EXERCISE INSTRUCTIONS: Would you repeat the entries below word for word and omit the pictures?

DATA UNDER STUDY:
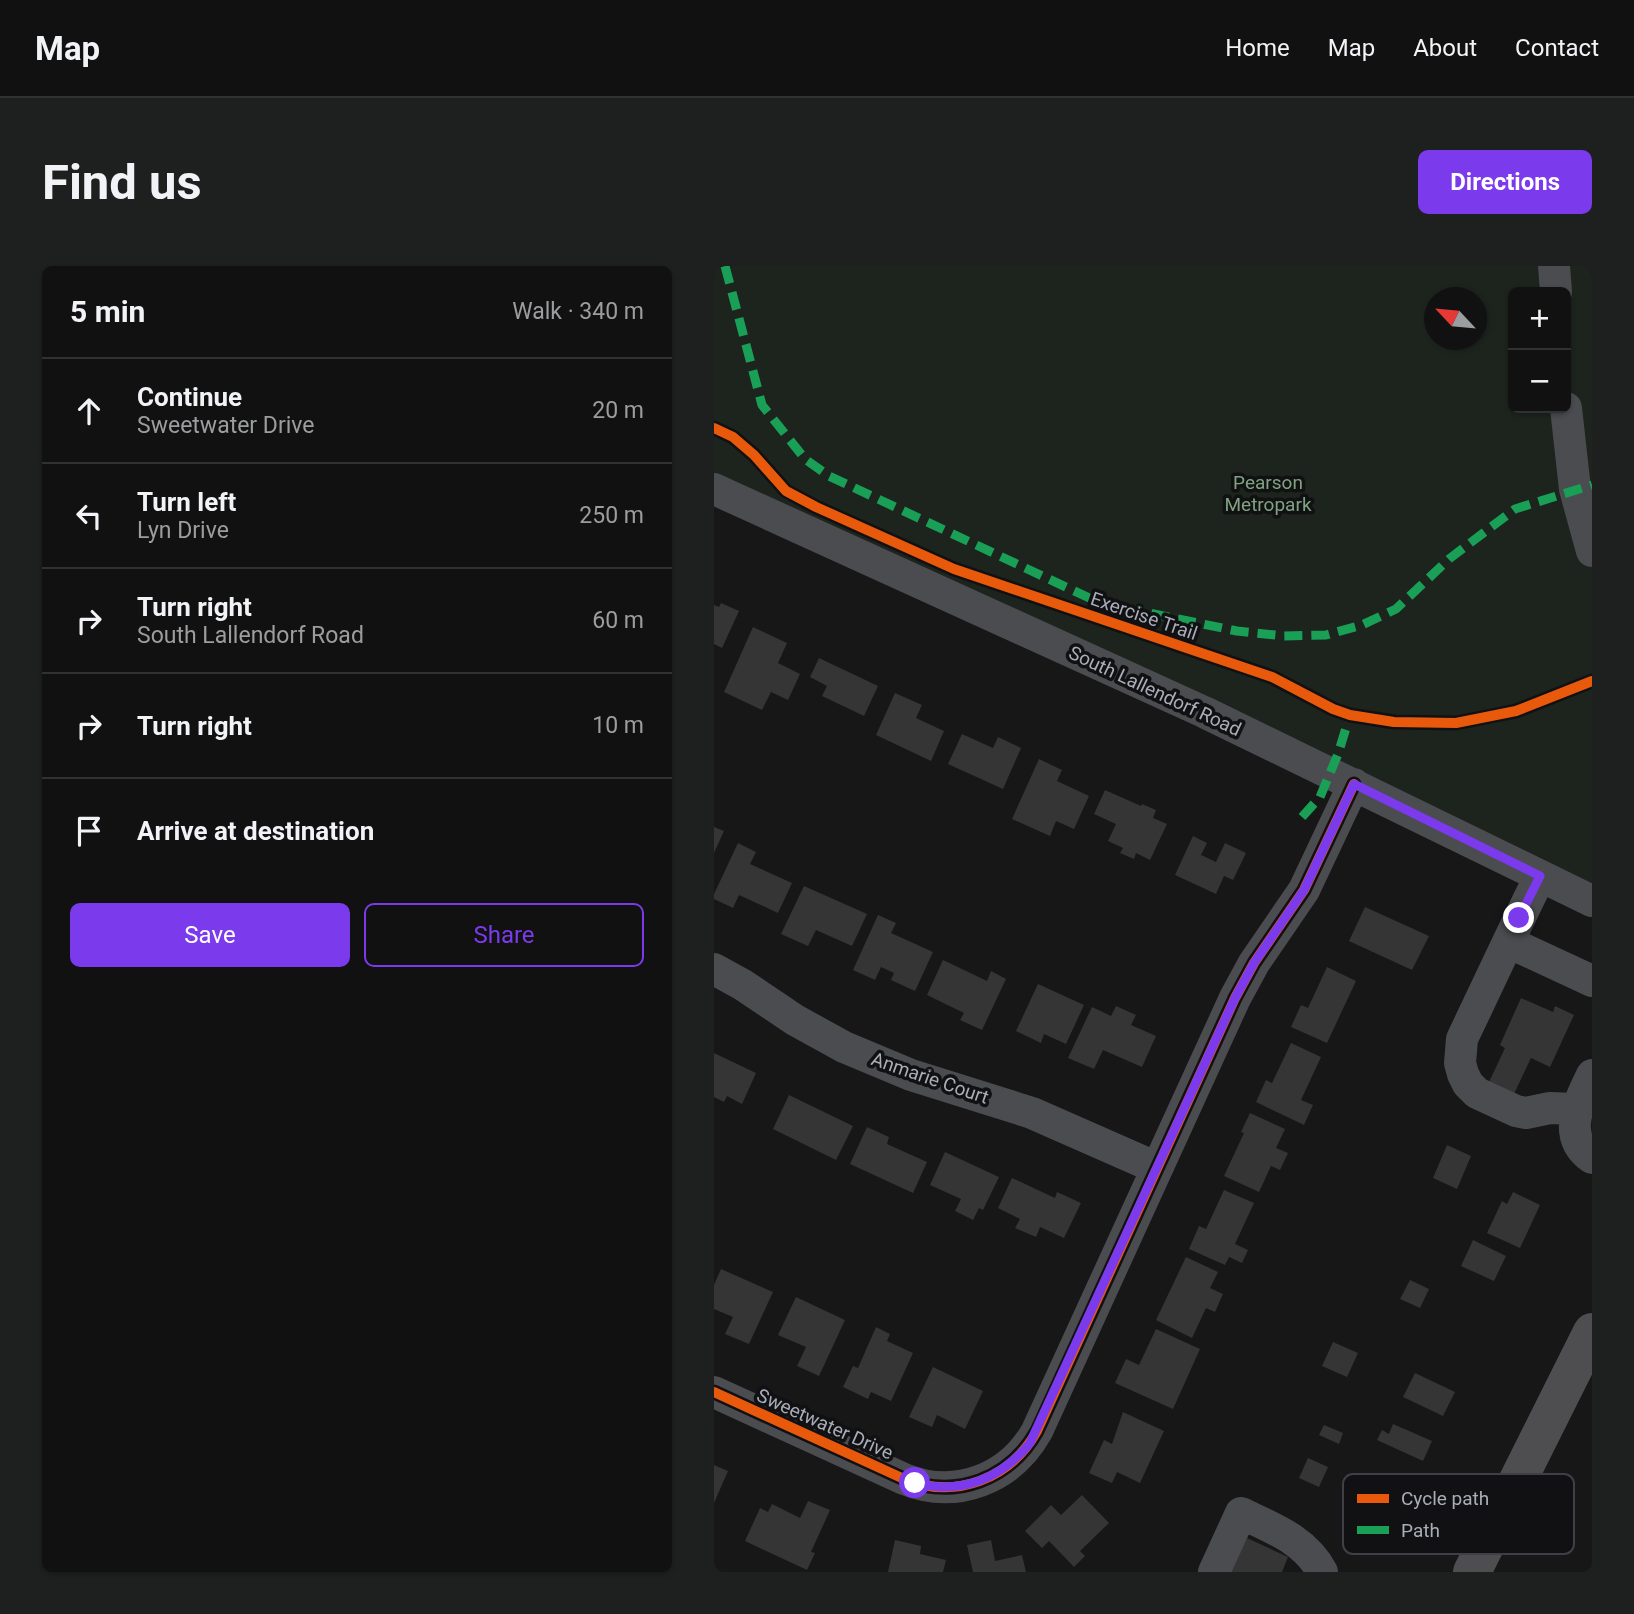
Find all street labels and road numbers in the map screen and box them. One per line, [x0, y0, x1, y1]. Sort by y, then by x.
street label: Exercise Trail [1088, 587, 1200, 645]
street label: South Lallendorf Road [1065, 641, 1245, 741]
street label: Anmarie Court [868, 1047, 992, 1109]
street label: Sweetwater Drive [753, 1384, 897, 1464]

YOUR RESPONSE:
Find all street labels and road numbers in the map screen and box them. One per line, [x0, y0, x1, y1]. Sort by y, then by x.
street label: Exercise Trail [1088, 587, 1200, 645]
street label: South Lallendorf Road [1065, 641, 1245, 741]
street label: Anmarie Court [868, 1047, 992, 1109]
street label: Sweetwater Drive [753, 1384, 897, 1464]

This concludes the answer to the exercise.